Different coordination modes of trans ‐2‐{[(2‐methoxyphenyl)imino]methyl}phenoxide in rare‐earth complexes: influence of the metal cation radius and the number of ligands on steric congestion and ligand coordination modes

A simple and effective synthetic route to homo‐ and heteroleptic rare‐earth (Ln = Y, La and Nd) complexes with a tridentate Schiff base anion has been demonstrated using exchange reactions of rare‐earth chlorides with in‐situ ‐generated sodium ( E )‐2‐{[(2‐methoxyphenyl)imino]methyl}phenoxide in different molar ratios in absolute methanol. Five crystal structures have been determined and studied, namely tris(2‐{[(2‐methoxyphenyl)imino]methyl}phenolato‐κ 3 O 1 , N , O 2 )lanthanum, [La(C 14 H 12 NO 2 ) 3 ], ( 1 ), tris(2‐{[(2‐methoxyphenyl)imino]methyl}phenolato‐κ 3 O 1 , N , O 2 )neodymium tetrahydrofuran disolvate, [La(C 14 H 12 NO 2 ) 3 ]·2C 4 H 8 O, ( 2 )·2THF, tris(2‐{[(2‐methoxyphenyl)imino]methyl}phenolato)‐κ 3 O 1 , N , O 2 ;κ 3 O 1 , N , O 2 ;κ 2 N , O 1 ‐yttrium, [Y(C 14 H 12 NO 2 ) 3 ], ( 3 ), dichlorido‐1κ Cl ,2κ Cl ‐μ‐methanolato‐1:2κ 2 O : O ‐methanol‐2κ O ‐(μ‐2‐{[(2‐methoxyphenyl)imino]methyl}phenolato‐1κ 3 O 1 , N , O 2 :2κ O 1 )bis(2‐{[(2‐methoxyphenyl)imino]methyl}phenolato)‐1κ 3 O 1 , N , O 2 ;2κ 3 O 1 , N , O 2 ‐diyttrium–tetrahydrofuran–methanol (1/1/1), [Y 2 (C 14 H 12 NO 2 ) 3 (CH 3 O)Cl 2 (CH 4 O)]·CH 4 O·C 4 H 8 O, ( 4 )·MeOH·THF, and bis(μ‐2‐{[(2‐methoxyphenyl)imino]methyl}phenolato‐1κ 3 O 1 , N , O 2 :2κ O 1 )bis(2‐{[(2‐methoxyphenyl)imino]methyl}phenolato‐2κ 3 O 1 , N , O 2 )sodiumyttrium chloroform disolvate, [NaY(C 14 H 12 NO 2 ) 4 ]·2CHCl 3 , ( 5 )·2CHCl 3 . Structural peculiarities of homoleptic tris(iminophenoxide)s ( 1 )–( 3 ), binuclear tris(iminophenoxide) ( 4 ) and homoleptic ate tetrakis(iminophenoxide) ( 5 ) are discussed.

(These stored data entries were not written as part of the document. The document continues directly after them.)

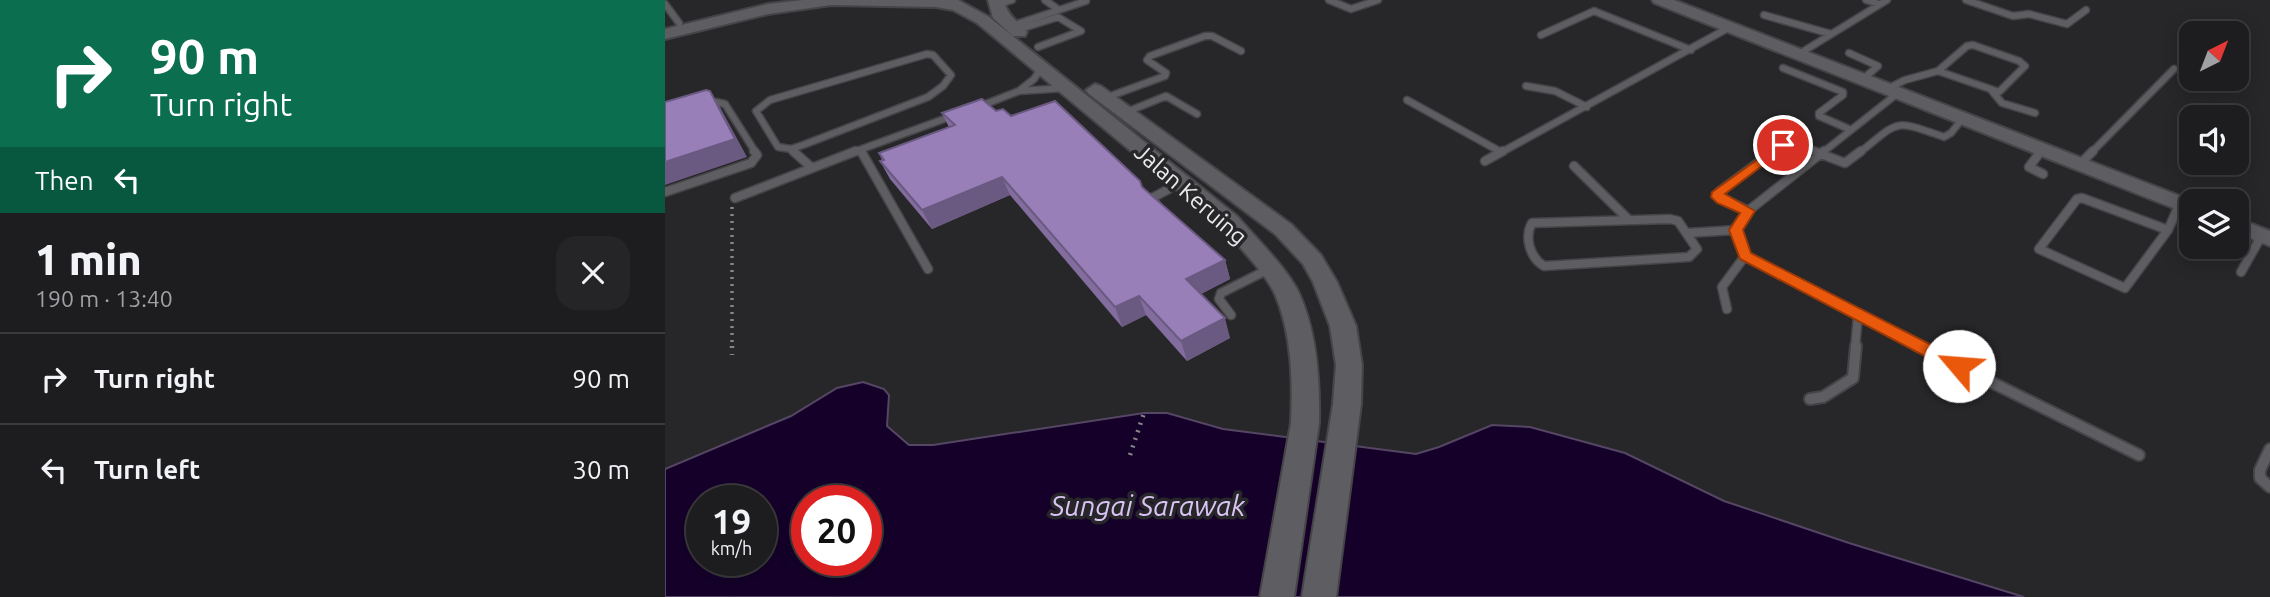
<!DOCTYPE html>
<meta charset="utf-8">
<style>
:root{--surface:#1d1c1f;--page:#252528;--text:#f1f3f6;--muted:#a0a1a4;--line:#3b3a3d}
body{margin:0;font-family:Ubuntu,sans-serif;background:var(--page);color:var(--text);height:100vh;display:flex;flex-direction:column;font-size:26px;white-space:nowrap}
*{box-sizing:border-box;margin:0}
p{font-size:23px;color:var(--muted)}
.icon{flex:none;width:38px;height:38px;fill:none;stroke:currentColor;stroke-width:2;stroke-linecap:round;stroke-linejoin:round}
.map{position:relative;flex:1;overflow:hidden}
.details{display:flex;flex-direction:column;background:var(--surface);width:665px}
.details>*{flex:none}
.banner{background:#0b6e4f;color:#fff;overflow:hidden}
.needle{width:46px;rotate:42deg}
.controls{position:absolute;left:1514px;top:21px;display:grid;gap:14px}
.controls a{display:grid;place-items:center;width:70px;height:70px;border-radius:14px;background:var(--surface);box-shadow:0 4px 18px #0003,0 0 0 2px var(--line);font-size:35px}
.speed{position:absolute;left:21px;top:485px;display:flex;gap:14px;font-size:35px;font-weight:700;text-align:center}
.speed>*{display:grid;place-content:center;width:91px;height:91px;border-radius:50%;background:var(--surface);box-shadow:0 4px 18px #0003,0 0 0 2px var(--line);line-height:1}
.speed small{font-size:18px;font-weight:400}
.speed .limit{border:10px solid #d22;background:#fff;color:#111}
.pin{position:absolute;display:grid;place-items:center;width:60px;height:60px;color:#fff;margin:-30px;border:4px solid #fff;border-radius:50%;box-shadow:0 2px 7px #0007}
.me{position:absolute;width:77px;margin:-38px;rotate:297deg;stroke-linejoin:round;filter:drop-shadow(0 0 5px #0008)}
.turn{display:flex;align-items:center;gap:24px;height:147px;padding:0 35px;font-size:32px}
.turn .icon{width:91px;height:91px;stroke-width:2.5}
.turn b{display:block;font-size:49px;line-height:60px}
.then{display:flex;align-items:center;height:66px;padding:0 35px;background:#0003;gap:14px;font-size:26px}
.round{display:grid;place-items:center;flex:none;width:74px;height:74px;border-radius:21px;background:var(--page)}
.overview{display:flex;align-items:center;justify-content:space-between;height:119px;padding:0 35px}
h1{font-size:42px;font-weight:800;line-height:52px}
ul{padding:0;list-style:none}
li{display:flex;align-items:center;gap:21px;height:91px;padding:0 35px;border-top:2px solid var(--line)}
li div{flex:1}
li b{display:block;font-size:26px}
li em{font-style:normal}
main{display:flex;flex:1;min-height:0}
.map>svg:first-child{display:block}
</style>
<main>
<section class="details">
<div class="banner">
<div class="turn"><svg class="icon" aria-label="right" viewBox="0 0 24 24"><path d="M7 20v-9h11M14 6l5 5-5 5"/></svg><div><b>90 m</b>Turn right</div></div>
<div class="then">Then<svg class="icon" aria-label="left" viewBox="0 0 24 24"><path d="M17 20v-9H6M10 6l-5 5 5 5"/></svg></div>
</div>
<div class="overview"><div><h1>1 min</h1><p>190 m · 13:40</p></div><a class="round"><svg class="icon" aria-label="close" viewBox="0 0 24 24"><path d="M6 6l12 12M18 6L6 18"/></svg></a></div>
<ul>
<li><svg class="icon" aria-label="right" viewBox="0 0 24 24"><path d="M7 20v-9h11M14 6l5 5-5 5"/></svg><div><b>Turn right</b></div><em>90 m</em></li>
<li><svg class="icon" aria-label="left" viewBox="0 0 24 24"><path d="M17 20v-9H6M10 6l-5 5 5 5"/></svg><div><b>Turn left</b></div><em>30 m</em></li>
</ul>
</section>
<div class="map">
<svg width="1605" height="597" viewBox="0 0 1605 597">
<rect width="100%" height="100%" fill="#272629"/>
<path fill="#15002a" stroke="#554664" stroke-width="2" fill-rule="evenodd" d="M198,382L219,389L224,395L222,426L244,445H268L479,413H502L558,429L751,454L774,447L827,425L865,427L960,453L1059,501L1184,543L1359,597H0V469L126,416L172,388ZM37,500H96V560H37ZM142,500H201V560H142Z"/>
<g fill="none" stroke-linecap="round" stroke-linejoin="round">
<g stroke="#454447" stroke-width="9">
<path id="lane-far2" d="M664,0L686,9L713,0
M1201,0L1214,4
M1301,0L1348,16L1364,14L1402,24L1421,10
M0,4L14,23
M331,5L347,0
M394,10L421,1
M1099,15L1166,34
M346,26L394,10L380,0
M352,30L393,17L416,31
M876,35L929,11L1026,50
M1308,45L1354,61L1360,66L1334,92L1273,71L1302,46Z
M373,47L416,31
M1184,53L1213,66L1198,79
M262,54L268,55L286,75L278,86L263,97L138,145L126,149L113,147L91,111L105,100Z
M1134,54L1222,0
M1118,68L1178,92V95L1154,113V116L1184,129
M861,86L890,91L922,107
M1222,89L1240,80L1273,71
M355,90L369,79L377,67
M1327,91L1337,103L1370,113
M440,98L500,76L501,73L482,60L485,56L540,36H547L576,51
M742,100L836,152
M42,105L51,102L60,104L91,153
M313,107L354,91L401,88
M459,113L501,96L532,114
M126,149L130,153
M195,150L197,153
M186,153L290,115
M835,153L1065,27
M1106,153C1124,139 1134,145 1153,153
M1157,153L1233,93
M1194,153C1236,120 1227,119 1279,137L1286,133L1298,118
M1374,153L1377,149
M1426,153L1509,69"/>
</g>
<g stroke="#454447" stroke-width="11">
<path id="lane-far1" d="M128,151L146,167
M196,151L263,269
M1148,151L1180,163L1196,151
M1159,151L1083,211L1071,230L1080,256L1257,348
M1376,151L1364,167L1378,174
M820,161L838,151
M1415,164L1428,151
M909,166L963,219
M0,192L86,163L92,155L89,151
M70,198L191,151
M1417,198L1503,230L1460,288L1374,249L1412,199Z
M492,206L487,198L517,182
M1083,211L1053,196L1054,192L1109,151
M1005,219L1013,221L1032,249L1024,257L879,266C865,258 859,237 867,223Z
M1503,230L1515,203
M1022,233L1071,230
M1576,272L1597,235
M1062,309L1057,287L1080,256
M566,315L554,299L556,293L604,269
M1190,348L1193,316"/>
</g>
<g stroke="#454447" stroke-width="14">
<path id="lane" d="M1253,346L1474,455
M1145,399L1158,397L1188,378L1191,346
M1605,449L1595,470V478L1605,487"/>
</g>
<g stroke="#454447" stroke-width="4">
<path id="secondary" d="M138,0H293L324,17L572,216C591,238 620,266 633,291C652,331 655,379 654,423L629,597H595L626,423C628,381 627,334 610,294C598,270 574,247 556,226L312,23L288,10L271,7L166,5L103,14L0,39V29L103,4Z
M323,0H339C342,16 352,20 362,32L360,36H348L328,18Z
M987,0H1009L1528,201H1526V215L989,3Z
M430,84L436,86L626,224L656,255L672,282L691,326L697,365L696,404L671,597H637L668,404L671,365L665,326L648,282L638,264L610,234L424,94L421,90Z
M1572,218L1605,231V246L1572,233Z"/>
</g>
<path stroke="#868588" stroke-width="3.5" stroke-dasharray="2 5" stroke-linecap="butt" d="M67,207V348"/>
<path stroke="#868588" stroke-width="4.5" stroke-dasharray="2 6" stroke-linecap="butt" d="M67,346V355
M465,455L479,413"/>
<use href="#lane-far2" stroke="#5e5d61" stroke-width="6"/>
<use href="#lane-far1" stroke="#5e5d61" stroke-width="8"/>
<use href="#lane" stroke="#5e5d61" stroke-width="10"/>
<use href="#secondary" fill="#5e5d61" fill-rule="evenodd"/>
</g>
<path fill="#836d9e" d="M331,111L346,116L477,187L560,260L565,279L536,294L565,338L522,361L481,315L457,327L345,195L267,229L225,179L215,161L217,160L214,153L284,127L277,113Z"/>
<path fill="#6a5981" d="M45,91L56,109L82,157L0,185V162Z
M337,177L345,195L267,229L257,210Z
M560,260L565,279L527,298L521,279Z
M474,296L481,315L457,327L450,307Z
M560,318L565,338L522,361L516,341Z"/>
<path fill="#987fb8" stroke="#6a5981" stroke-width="2" d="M41,90L45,91L70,139L0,162V102Z
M317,99L331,111L338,109L346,116L390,101L475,181L477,187L560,260L521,279L560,318L516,341L474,296L450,307L337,177L257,210L215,161L219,160L214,153L290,125L277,113Z"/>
<path fill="#ea580c" stroke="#983908" stroke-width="2" d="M1118,141L1122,142V147L1060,194L1090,211L1078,230L1086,253L1300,362L1302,366L1300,371H1288L1075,259L1064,230L1075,213L1052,203L1046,197L1047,192Z"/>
<g text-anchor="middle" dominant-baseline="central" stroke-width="7" stroke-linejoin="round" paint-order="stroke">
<g font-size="23" fill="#ebebed" stroke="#272629">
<text transform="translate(526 194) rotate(41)">Jalan Keruing</text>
</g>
<g font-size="28" font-style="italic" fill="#d8c3f4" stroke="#272629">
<text x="483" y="505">Sungai Sarawak</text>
</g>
</g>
</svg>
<div class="controls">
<a><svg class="needle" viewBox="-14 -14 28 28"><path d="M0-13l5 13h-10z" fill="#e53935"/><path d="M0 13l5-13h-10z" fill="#a0a1a4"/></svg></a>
<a><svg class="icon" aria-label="sound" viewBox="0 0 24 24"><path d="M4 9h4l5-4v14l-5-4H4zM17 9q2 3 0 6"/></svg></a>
<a><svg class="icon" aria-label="layers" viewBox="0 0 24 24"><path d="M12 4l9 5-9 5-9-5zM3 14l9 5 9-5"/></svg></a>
</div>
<div class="speed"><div>19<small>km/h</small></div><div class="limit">20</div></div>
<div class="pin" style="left:1118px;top:145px;background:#d93025"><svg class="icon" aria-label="arrive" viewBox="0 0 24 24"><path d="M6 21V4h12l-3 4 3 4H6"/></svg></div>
<svg class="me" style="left:1294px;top:366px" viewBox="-20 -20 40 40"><circle r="19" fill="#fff"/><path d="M0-13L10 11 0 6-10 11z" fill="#ea580c"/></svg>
</div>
</main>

The nonflat Schiff base ligand displays μ 2 ‐κ 3 O 1 , N , O 2 :κ O 1 bridging, and κ 3 O 1 , N , O 2 and κ 2 N , O 1 terminal coordination modes, depending on steric congestion, which in turn depends on the ionic radii of the rare‐earth metals and the number of coordinated ligands. It has been demonstrated that interligand dihedral angles of the phenoxide ligand are convenient for comparing steric hindrance in complexes. ( 4 )·MeOH has a flat Y 2 O 2 rhomboid core and exhibits both inter‐ and intramolecular MeO—H…Cl hydrogen bonding. Catalytic systems based on complexes ( 1 )–( 3 ) and ( 5 ) have demonstrated medium catalytic performance in acrylonitrile polymerization, providing polyacrylonitrile samples with narrow polydispersity.